▶
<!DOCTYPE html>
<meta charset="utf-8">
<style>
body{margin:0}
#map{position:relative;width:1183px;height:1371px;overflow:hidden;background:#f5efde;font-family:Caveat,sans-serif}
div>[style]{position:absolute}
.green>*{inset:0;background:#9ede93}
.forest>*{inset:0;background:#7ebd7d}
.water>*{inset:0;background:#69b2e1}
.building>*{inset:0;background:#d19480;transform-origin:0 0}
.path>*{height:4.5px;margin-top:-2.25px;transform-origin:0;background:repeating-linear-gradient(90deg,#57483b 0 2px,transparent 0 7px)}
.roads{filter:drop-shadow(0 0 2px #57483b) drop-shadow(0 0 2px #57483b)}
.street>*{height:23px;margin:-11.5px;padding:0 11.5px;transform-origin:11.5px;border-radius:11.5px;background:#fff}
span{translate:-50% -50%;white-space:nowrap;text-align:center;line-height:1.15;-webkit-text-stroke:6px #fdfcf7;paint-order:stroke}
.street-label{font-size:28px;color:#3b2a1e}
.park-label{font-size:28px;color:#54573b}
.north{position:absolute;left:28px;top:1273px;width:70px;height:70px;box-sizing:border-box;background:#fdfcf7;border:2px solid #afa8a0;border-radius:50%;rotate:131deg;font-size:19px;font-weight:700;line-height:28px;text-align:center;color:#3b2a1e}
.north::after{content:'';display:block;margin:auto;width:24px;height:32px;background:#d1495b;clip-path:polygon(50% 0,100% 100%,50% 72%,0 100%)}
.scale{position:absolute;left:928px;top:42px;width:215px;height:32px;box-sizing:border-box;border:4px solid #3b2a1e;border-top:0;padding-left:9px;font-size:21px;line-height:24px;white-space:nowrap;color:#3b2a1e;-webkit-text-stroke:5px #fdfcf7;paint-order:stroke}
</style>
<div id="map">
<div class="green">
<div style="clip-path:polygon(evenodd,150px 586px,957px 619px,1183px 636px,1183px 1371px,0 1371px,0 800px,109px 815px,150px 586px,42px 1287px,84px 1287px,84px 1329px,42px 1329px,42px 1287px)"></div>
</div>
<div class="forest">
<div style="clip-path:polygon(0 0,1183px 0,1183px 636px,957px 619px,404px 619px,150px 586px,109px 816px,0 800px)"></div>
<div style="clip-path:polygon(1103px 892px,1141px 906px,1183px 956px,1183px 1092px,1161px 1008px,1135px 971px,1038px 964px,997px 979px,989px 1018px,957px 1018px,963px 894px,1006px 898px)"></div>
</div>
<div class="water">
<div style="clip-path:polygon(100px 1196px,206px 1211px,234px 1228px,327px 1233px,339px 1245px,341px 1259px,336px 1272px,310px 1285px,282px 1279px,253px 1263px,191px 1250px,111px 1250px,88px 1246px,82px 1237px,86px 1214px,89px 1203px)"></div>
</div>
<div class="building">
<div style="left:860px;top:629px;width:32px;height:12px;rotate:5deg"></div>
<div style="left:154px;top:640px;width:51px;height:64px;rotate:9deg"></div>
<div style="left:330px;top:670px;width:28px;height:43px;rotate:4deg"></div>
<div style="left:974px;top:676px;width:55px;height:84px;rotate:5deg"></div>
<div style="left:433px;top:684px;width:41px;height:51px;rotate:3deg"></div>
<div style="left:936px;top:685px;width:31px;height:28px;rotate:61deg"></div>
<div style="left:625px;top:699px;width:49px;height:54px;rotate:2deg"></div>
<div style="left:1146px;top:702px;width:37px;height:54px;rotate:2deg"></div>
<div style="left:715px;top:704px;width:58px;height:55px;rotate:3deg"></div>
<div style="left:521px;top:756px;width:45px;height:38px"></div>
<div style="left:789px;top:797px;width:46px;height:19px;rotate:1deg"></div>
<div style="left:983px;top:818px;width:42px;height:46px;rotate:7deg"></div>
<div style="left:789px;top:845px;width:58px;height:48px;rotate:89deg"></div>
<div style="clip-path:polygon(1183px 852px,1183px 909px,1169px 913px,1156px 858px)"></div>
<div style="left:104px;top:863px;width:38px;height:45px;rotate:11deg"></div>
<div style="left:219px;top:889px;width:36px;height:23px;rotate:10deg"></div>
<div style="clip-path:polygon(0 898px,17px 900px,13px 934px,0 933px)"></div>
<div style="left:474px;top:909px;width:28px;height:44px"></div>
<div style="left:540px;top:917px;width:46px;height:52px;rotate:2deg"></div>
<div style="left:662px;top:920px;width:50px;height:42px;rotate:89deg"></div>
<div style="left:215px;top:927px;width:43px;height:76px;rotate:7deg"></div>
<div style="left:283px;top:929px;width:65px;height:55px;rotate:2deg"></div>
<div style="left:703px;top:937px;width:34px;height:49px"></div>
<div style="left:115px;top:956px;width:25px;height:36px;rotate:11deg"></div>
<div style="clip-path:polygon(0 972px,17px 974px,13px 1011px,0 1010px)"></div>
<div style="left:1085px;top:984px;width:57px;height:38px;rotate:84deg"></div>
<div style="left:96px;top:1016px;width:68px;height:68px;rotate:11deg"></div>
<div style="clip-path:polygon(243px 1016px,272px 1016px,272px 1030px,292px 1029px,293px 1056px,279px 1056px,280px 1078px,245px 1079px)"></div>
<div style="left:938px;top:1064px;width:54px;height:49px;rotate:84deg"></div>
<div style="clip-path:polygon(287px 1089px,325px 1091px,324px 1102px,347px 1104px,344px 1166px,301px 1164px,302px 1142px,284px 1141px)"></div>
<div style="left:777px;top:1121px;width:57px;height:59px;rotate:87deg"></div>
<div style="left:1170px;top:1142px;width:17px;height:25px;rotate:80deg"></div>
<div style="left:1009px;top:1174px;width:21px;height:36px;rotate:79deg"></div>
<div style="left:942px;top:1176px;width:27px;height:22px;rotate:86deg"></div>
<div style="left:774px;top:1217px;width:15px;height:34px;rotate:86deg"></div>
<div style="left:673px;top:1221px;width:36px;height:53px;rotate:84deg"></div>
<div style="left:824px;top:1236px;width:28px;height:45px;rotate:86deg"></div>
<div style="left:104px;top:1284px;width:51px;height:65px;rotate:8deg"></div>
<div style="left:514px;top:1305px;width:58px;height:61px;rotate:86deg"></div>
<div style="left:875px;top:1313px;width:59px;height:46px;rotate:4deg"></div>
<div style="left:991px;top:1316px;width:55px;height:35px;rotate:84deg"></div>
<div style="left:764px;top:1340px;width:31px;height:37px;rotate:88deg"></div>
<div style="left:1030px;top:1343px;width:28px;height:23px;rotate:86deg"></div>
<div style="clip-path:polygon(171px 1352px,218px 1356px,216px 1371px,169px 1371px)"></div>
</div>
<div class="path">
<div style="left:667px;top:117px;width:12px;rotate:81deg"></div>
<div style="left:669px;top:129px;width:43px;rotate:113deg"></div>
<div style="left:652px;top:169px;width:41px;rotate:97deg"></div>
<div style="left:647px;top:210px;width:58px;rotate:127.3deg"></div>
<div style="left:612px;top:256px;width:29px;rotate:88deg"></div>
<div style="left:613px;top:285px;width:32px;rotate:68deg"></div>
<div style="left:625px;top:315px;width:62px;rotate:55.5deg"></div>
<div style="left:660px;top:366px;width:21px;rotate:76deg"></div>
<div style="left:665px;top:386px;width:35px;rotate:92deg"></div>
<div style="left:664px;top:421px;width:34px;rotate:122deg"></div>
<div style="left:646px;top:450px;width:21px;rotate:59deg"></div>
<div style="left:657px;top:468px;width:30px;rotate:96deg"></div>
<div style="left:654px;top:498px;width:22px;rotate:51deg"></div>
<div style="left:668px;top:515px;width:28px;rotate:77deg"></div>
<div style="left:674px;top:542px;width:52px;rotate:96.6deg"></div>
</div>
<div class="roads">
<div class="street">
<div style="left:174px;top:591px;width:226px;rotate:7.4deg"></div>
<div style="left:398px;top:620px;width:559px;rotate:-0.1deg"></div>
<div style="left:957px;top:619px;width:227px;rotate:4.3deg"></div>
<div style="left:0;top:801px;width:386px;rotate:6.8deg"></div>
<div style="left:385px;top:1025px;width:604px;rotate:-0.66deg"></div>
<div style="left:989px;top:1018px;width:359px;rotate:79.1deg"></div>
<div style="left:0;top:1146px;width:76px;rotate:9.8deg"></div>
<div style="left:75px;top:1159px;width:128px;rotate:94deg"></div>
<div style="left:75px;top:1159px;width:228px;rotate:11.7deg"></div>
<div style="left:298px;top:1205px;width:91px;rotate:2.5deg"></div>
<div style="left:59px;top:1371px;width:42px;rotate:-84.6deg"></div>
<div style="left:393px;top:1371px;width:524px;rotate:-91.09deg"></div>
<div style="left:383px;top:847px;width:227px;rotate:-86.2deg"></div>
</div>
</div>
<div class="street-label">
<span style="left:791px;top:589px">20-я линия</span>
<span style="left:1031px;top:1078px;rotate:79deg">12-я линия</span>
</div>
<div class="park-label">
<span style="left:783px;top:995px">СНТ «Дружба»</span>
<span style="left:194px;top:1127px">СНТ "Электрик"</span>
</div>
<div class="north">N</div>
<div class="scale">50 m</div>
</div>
◀
Exercise brief: I'd like an exact copy of the lines above, from the very first one through the line that contains "2px #57483b) drop-shadow(0", with nothing else added.

Response area:
<!DOCTYPE html>
<meta charset="utf-8">
<style>
body{margin:0}
#map{position:relative;width:1183px;height:1371px;overflow:hidden;background:#f5efde;font-family:Caveat,sans-serif}
div>[style]{position:absolute}
.green>*{inset:0;background:#9ede93}
.forest>*{inset:0;background:#7ebd7d}
.water>*{inset:0;background:#69b2e1}
.building>*{inset:0;background:#d19480;transform-origin:0 0}
.path>*{height:4.5px;margin-top:-2.25px;transform-origin:0;background:repeating-linear-gradient(90deg,#57483b 0 2px,transparent 0 7px)}
.roads{filter:drop-shadow(0 0 2px #57483b) drop-shadow(0 0 2px #57483b)}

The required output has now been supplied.